Vacation rental listing tips

  • Use a minimum of 24 photos. From what I’ve heard this is a good number to help get your home seen and ranked.
  • Make sure the first 5-10 photos in the listing are the most impressive features of the home. Maybe that’s the mountain view or the pool. It could be your designer kitchen or your bedroom suite. The first photo should be the showcase of the house.
  • No need to photograph the closets unless they are really amazing. Most people aren’t in a vacation home long enough to really take advantage of all the storage a home usually offers.
  • If there are amenities hiding behind closet/armoire doors make sure to show them in separate photos. Show off those TVs, game shelves and washer/dryers.
  • If your home is in an area that is more popular to tourists in the winter then you should definitely have some exterior winter photos. You can have all season photos if your area is popular year round.
  • Make sure you show off the inside and outside of the home.
  • I recommend showing at least two or three angles on a room. Make sure your photos are taken from the corners if at all possible to show the size of the room.
  • Show off any area attractions that could be a big draw to your home. Maybe you live near a giant waterfall or a theme park. What would people want to see that are renting your home? Is it a family friendly area? A romantic retreat? A ski getaway? Think of all the reasons someone might want to rent your place over another. Showcase those attractions.

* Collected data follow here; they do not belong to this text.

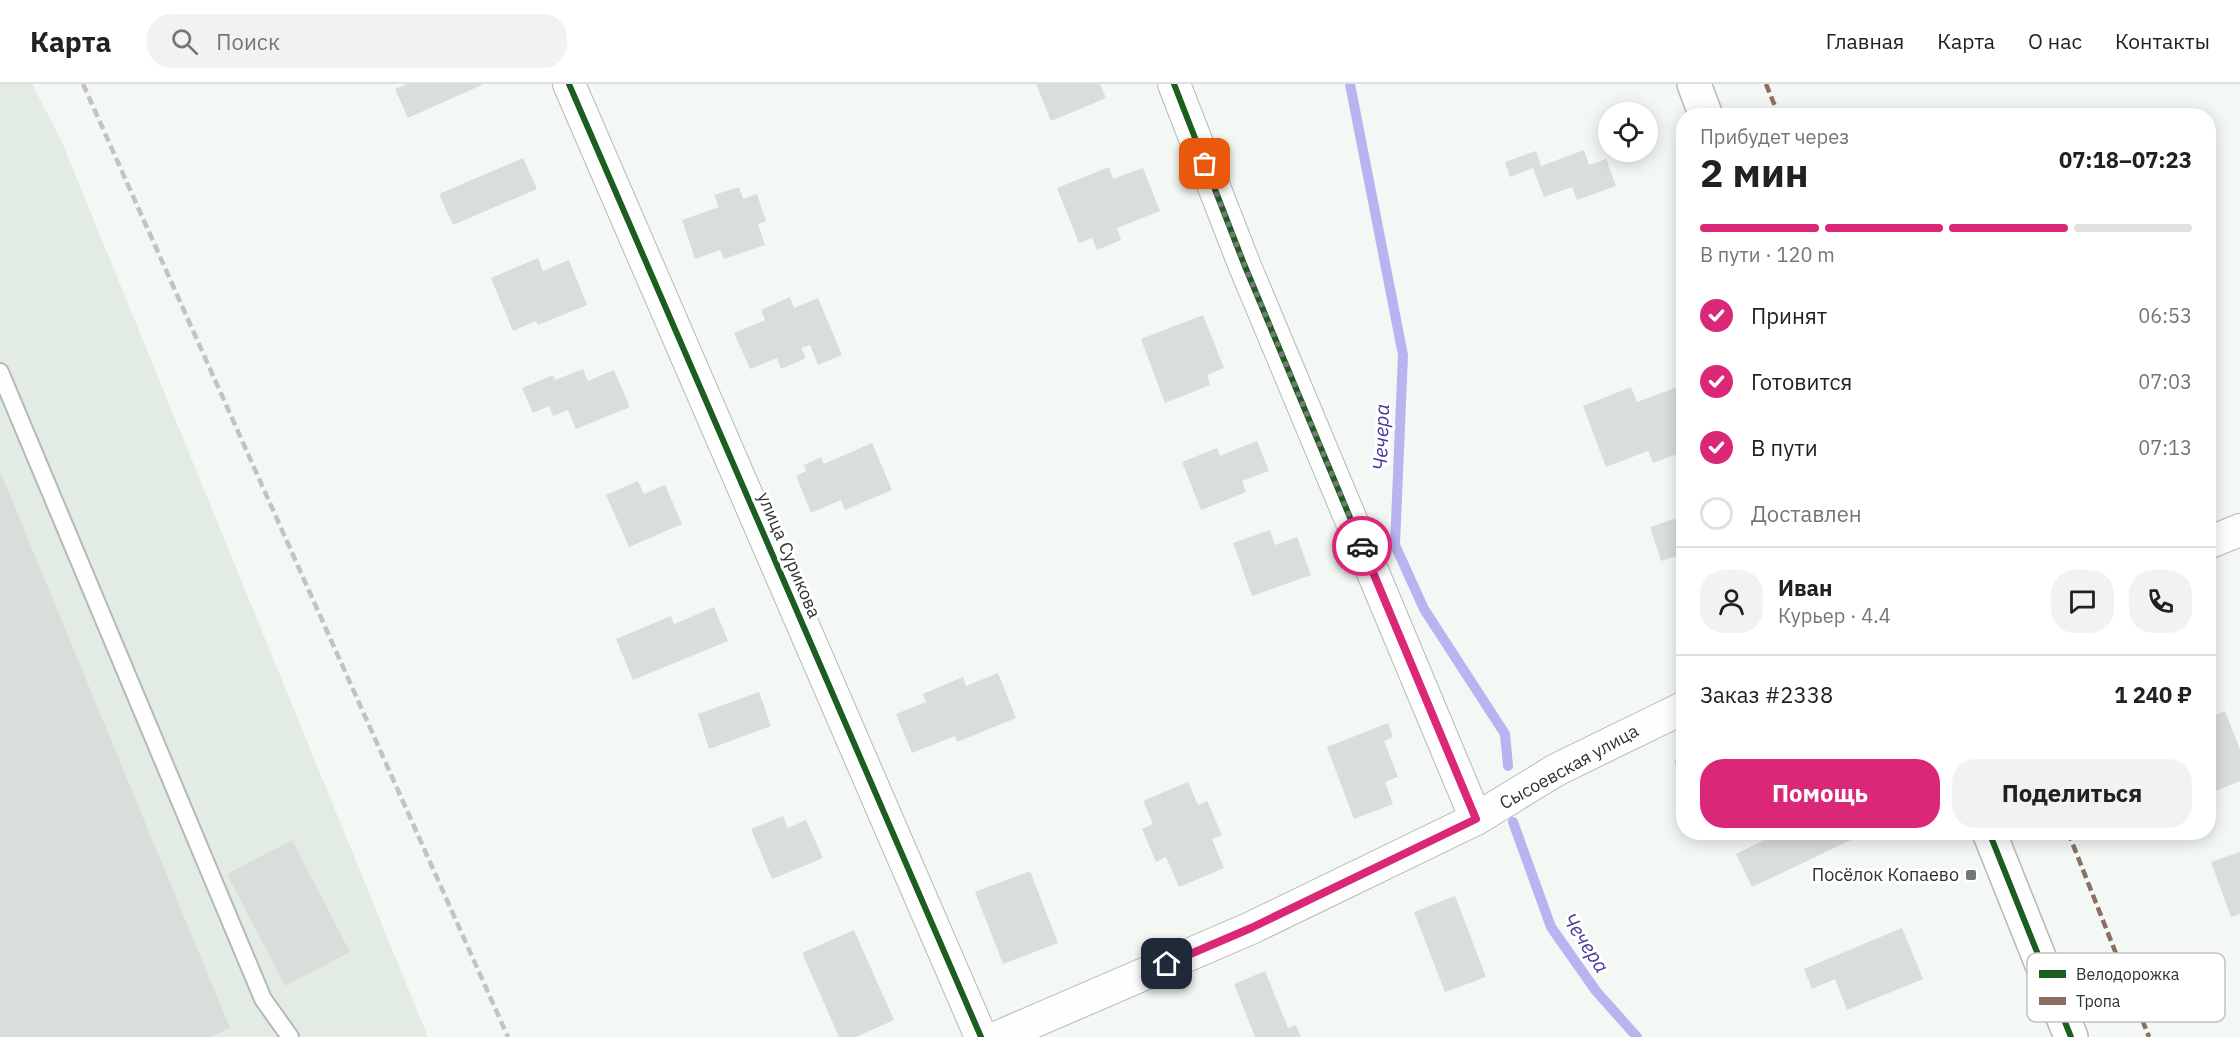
<!DOCTYPE html>
<html lang="ru">
<meta charset="utf-8">
<style>
:root{--surface:#fff;--page:#f2f2f2;--text:#202124;--muted:#757577;--line:#e0e0e0;--accent:#db2777}
body{margin:0;font-family:"IBM Plex Sans",sans-serif;background:var(--page);color:var(--text);height:100vh;display:flex;flex-direction:column;font-size:22px;white-space:nowrap}
*{box-sizing:border-box;margin:0}
p{font-size:20px;color:var(--muted)}
.icon{flex:none;width:33px;height:33px;fill:none;stroke:currentColor;stroke-width:2;stroke-linecap:round;stroke-linejoin:round}
.map{position:relative;flex:1;overflow:hidden}
.details{position:absolute;left:1676px;top:24px;width:540px;height:732px;display:flex;flex-direction:column;background:var(--surface);border-radius:24px;box-shadow:0 3px 15px #0003}
.details>*{flex:none}
.tools{position:absolute;left:1598px;top:18px;display:grid;gap:12px}
.tools a{display:grid;place-items:center;width:60px;height:60px;border-radius:50%;background:var(--surface);box-shadow:0 3px 15px #0003;font-size:30px}
.pin{position:absolute;display:grid;place-items:center;width:51px;height:51px;color:#fff;margin:-26px;border-radius:12px;box-shadow:0 3px 9px #0006}
.courier{position:absolute;display:grid;place-items:center;width:60px;height:60px;margin:-30px;border:4px solid #db2777;border-radius:50%;background:#fff;color:#222;box-shadow:0 2px 8px #0007}
.head em{font-style:normal;font-weight:700}
.head div{display:flex;flex-direction:column-reverse}
.head{display:flex;align-items:center;justify-content:space-between;height:102px;padding:0 24px}
h1{font-size:39px;font-weight:700;line-height:45px}
.bar{display:grid;grid-template-columns:repeat(4,1fr);gap:9px 6px;align-content:center;height:72px;padding:0 24px}
.bar i{height:8px;border-radius:4px;background:var(--line)}
.bar .current{background:var(--accent)}
.bar p{grid-column:span 4}
.line{display:flex;align-items:center;gap:15px;padding:0 24px;border-top:2px solid var(--line)}
.line div{flex:1}
.round{display:grid;place-items:center;flex:none;width:63px;height:63px;border-radius:24px;background:var(--page)}
ol{padding:0 24px;list-style:none}
li{display:flex;align-items:center;gap:18px;height:66px}
li p{margin-inline-start:auto}
li .icon{padding:6px;border-radius:50%;background:var(--accent);color:#fff;stroke-width:4}
li:last-child{color:var(--muted)}
li i{width:33px;height:33px;border:3px solid var(--line);border-radius:50%}
.primary-button{display:flex;gap:12px;margin-top:auto;padding:12px 24px}
.primary-button a{flex:1;height:69px;border-radius:24px;background:var(--accent);color:#fff;font-size:24px;font-weight:700;line-height:69px;text-align:center}
.primary-button a+a{background:var(--page);color:var(--text)}
header{display:flex;align-items:center;gap:36px;box-sizing:border-box;height:84px;padding:0 30px;background:var(--surface);border-bottom:2px solid var(--line)}
header strong{font-size:28px}
nav{display:flex;gap:33px;margin-inline-start:auto;font-size:21px}
.search{width:420px;height:54px;background:var(--page);display:flex;align-items:center;gap:15px;box-sizing:border-box;padding:0 21px;border-radius:24px;color:var(--muted);font-size:22px}
.map>svg:first-child{display:block}
.built{fill:#e3ece4}
.lines{fill:none;stroke-linecap:round;stroke-linejoin:round}
.stream{stroke:#b8b4f2;stroke-width:10}
.building{fill:#dadedb}
.service-casing{stroke:#b5b9b6;stroke-width:20}
.minor-casing{stroke:#b5b9b6;stroke-width:34}
.tertiary-casing{stroke:#b5b9b6;stroke-width:36}
.service{stroke:#fdfefd;stroke-width:16}
.minor{stroke:#fdfefd;stroke-width:32}
.tertiary{stroke:#fdfefd;stroke-width:33}
.rail{stroke:#c2c3c2;stroke-width:4.5;stroke-dasharray:9 4.5;stroke-linecap:butt}
.quiet{stroke:#8d6e63;stroke-width:4.5;stroke-dasharray:9 4.5;stroke-linecap:butt}
.cycleway-casing{stroke:#fff;stroke-width:10}
.cycleway{stroke:#1b5e20;stroke-width:6}
.done{stroke:#747875;stroke-width:6;stroke-dasharray:0 10.8}
.route{stroke:#db2777;stroke-width:8}
.poi-dot{fill:#747875;stroke:#fff;stroke-width:2}
.labels{text-anchor:middle;stroke-width:6;stroke-linejoin:round;paint-order:stroke}
.street-label{font-size:18px;fill:#303330;stroke:#fff}
.poi-label{font-size:18px;fill:#303330;stroke:#fff;text-anchor:end}
.water-label{font-size:20px;font-style:italic;fill:#49369c;stroke:#fff}
.key{fill:#fff;stroke:#c1c2c1;stroke-width:1.5}
.key-label{font-size:16px;fill:#303330}
</style>
<header>
<strong>Карта</strong>
<div class="search"><svg class="icon" aria-label="search" viewBox="0 0 24 24"><circle cx="10" cy="10" r="6"/><path d="M15 15l6 6"/></svg>Поиск</div>
<nav><a>Главная</a><a>Карта</a><a>О нас</a><a>Контакты</a></nav>
</header>
<div class="map">
<svg width="2240" height="953" viewBox="0 0 2240 953">
<rect width="100%" height="100%" fill="#f3f8f4"/>
<!-- built -->
<path class="built" d="M0 0H32L61 56 428 953H0Z"/>
<g class="lines">
<!-- stream -->
<path class="stream" d="M1350 0 1403 271 1395 461 1424 525 1505 650 1508 682
M1513 738 1551 843 1596 907 1637 953"/>
</g>
<!-- building -->
<path class="building" d="M407 0H484L408 34 395 5Z
M1036 0H1100L1106 14 1051 37Z
M1584 66 1589 81 1606 75 1616 102 1577 116 1572 103 1544 113 1533 84 1510 93 1505 78 1536 67 1541 82Z
M523 74 537 105 453 141 439 110Z
M1109 83 1113 95 1143 84 1160 127 1117 144 1121 156 1097 166 1092 154 1079 159 1057 104Z
M739 103 743 115 757 110 766 137 758 140 765 161 724 175 720 166 695 175 682 136 719 123 714 111Z
M538 174 543 187 569 176 587 221 538 241 536 237 513 247 491 194Z
M790 213 794 224 818 214 842 271 818 281 810 261 801 264 806 274 781 285 777 274 750 285 734 249 765 236 761 226Z
M1203 231 1224 284 1207 291 1210 301 1165 319 1141 255Z
M583 285 588 297 614 286 630 323 576 345 568 326 553 332 549 322 533 329 522 304 553 291 555 296Z
M1683 301V354L1679 356 1683 368 1653 379 1648 367 1606 383 1583 322 1631 303 1637 318Z
M1257 357 1269 387 1242 397 1246 408 1201 426 1182 378 1217 364 1220 372Z
M872 359 892 406 845 426 841 416 811 429 796 392 806 387 804 381 821 373 824 380Z
M0 387 230 944 209 953H0Z
M638 397 644 410 665 401 682 440 629 463 606 411Z
M1683 432V470L1661 477 1650 443Z
M1270 446 1275 461 1297 453 1311 491 1252 512 1233 459Z
M714 523 728 557 633 596 616 555 671 532 674 540Z
M998 589 1016 634 957 658 955 652 912 669 896 630 926 618 923 610 963 593 966 602Z
M759 608 771 642 709 665 698 630Z
M2225 627 2240 665V697L2208 710V634Z
M1388 639 1393 653 1384 657 1398 693 1385 698 1393 720 1354 735 1327 663Z
M1683 674V705L1674 677Z
M1188 698 1198 721 1207 717 1222 751 1212 755 1224 784 1179 803 1166 773 1156 778 1142 745 1153 740 1143 717Z
M783 732 788 744 806 736 823 774 772 795 751 745Z
M1781 748H1850L1853 755 1752 803 1736 770Z
M292 756 350 868 285 902 227 790Z
M2240 768V830L2231 833 2211 778Z
M1030 787 1058 859 1003 880 975 808Z
M1455 812 1486 893 1445 908 1414 828Z
M1902 844 1923 895 1847 926 1835 895 1812 905 1804 885Z
M854 846 894 936 856 953H839L802 869Z
M1265 887 1288 944 1296 941 1301 953H1255L1234 900Z"/>
<g class="lines">
<defs>
<path id="service" d="M0 288 263 915 290 953"/>
<path id="minor" d="M569 0 981 953
M1174 0 1244 180 1476 735
M2208 459 2240 446
M998 953 1251 844 1476 735 1556 686 1683 624"/>
<path id="tertiary" d="M1694 0 1706 32
M1989 748 2071 953"/>
</defs>
<!-- service casing -->
<use href="#service" class="service-casing"/>
<!-- minor casing -->
<use href="#minor" class="minor-casing"/>
<!-- tertiary casing -->
<use href="#tertiary" class="tertiary-casing"/>
<!-- service -->
<use href="#service" class="service"/>
<!-- minor -->
<use href="#minor" class="minor"/>
<!-- tertiary -->
<use href="#tertiary" class="tertiary"/>
<!-- rail -->
<path class="rail" d="M83 0 508 953"/>
<!-- quiet -->
<path class="quiet" d="M1766 0 1779 32
M2068 748 2149 953"/>
<defs>
<path id="cycleway" d="M569 0 981 953
M1174 0 1244 180 1476 735
M1989 748 2071 953"/>
</defs>
<!-- cycleway casing -->
<use href="#cycleway" class="cycleway-casing"/>
<!-- cycleway -->
<use href="#cycleway" class="cycleway"/>
</g>
<g class="lines">
<!-- done -->
<path class="done" d="M1205 80 1244 180 1362 462"/>
<!-- route -->
<path class="route" d="M1167 880 1251 844 1476 735 1362 462"/>
</g>
<!-- markers -->
<rect class="poi-dot" x="1965" y="785" width="12" height="12" rx="3"/>
<g class="labels">
<!-- street labels -->
<g class="street-label">
<text transform="translate(789 471) rotate(67)" y="6">улица Сурикова</text>
<text transform="translate(1569 683) rotate(-29)" y="6">Сысоевская улица</text>
</g>
<!-- poi labels -->
<g class="poi-label">
<text x="1959" y="797">Посёлок Копаево</text>
</g>
<!-- water labels -->
<g class="water-label">
<text transform="translate(1381 353) rotate(-88)" y="7">Чечера</text>
<text transform="translate(1586 859) rotate(57)" y="7">Чечера</text>
</g>
</g>
<!-- legend -->
<rect x="2027" y="869" width="198" height="69" rx="9" class="key"/>
<rect x="2039" y="886" width="27" height="8" fill="#1b5e20"/>
<rect x="2039" y="913" width="27" height="8" fill="#8d6e63"/>
<g class="key-label">
<text x="2076" y="896">Велодорожка</text>
<text x="2076" y="923">Тропа</text>
</g>
</svg>
<div class="tools">
<a><svg class="icon" aria-label="locate" viewBox="0 0 24 24"><circle cx="12" cy="12" r="6"/><path d="M12 2v4M12 18v4M2 12h4M18 12h4"/></svg></a>
</div>
<div class="pin" style="left:1205px;top:80px;background:#ea580c"><svg class="icon" aria-label="bag" viewBox="0 0 24 24"><path d="M5 8h14l-1 12H6zM9 8a3 3 0 0 1 6 0"/></svg></div>
<div class="pin" style="left:1167px;top:880px;background:#1f2937"><svg class="icon" aria-label="home" viewBox="0 0 24 24"><path d="M3 11l9-7 9 7M6 9v11h12V9"/></svg></div>
<div class="courier" style="left:1362px;top:462px"><svg class="icon" aria-label="car" viewBox="0 0 24 24"><path d="M5 17H2v-5l4-1 3-4h7l3 4 3 1v5h-3M9 17h6M6 11h13"/><circle cx="7" cy="17" r="2"/><circle cx="17" cy="17" r="2"/></svg></div>
<section class="details">
<div class="head"><div><h1>2 мин</h1><p>Прибудет через</p></div><em>07:18–07:23</em></div>
<div class="bar"><i class="current"></i><i class="current"></i><i class="current"></i><i></i><p>В пути · 120 m</p></div>
<ol>
<li><svg class="icon" aria-label="check" viewBox="0 0 24 24"><path d="M5 12l5 5 9-10"/></svg>Принят<p>06:53</p></li>
<li><svg class="icon" aria-label="check" viewBox="0 0 24 24"><path d="M5 12l5 5 9-10"/></svg>Готовится<p>07:03</p></li>
<li><svg class="icon" aria-label="check" viewBox="0 0 24 24"><path d="M5 12l5 5 9-10"/></svg>В пути<p>07:13</p></li>
<li><i></i>Доставлен</li>
</ol>
<div class="line" style="height:108px"><a class="round"><svg class="icon" aria-label="person" viewBox="0 0 24 24"><circle cx="12" cy="8" r="4"/><path d="M4 21q1-7 8-7t8 7"/></svg></a><div><b>Иван</b><p>Курьер · 4.4</p></div><a class="round"><svg class="icon" aria-label="chat" viewBox="0 0 24 24"><path d="M4 5h16v11H9l-5 4z"/></svg></a><a class="round"><svg class="icon" aria-label="phone" viewBox="0 0 24 24"><path d="M5 4h4l2 5-3 2q2 4 5 5l2-3 5 2v4C11 20 4 13 5 4z"/></svg></a></div>
<div class="line" style="height:78px"><div>Заказ #2338</div><b>1 240 ₽</b></div>
<div class="primary-button"><a>Помощь</a><a>Поделиться</a></div>
</section>
</div>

If your home is for sale and you already moved out then you won’t have too much to photograph. It does look better if your home is staged for photos. My home staging tips above don’t really work without furniture. It’s much easier for someone to see the scale of the room if there is furniture in it. Some folks cannot picture what a room is or could be used for if there’s nothing in it, especially if the room is not labeled on a website.

Another thing to note for real estate listings is that you can get away with far fewer photos especially if the rooms have no furniture. However that doesn’t mean you can’t fill it to the max limit of 32.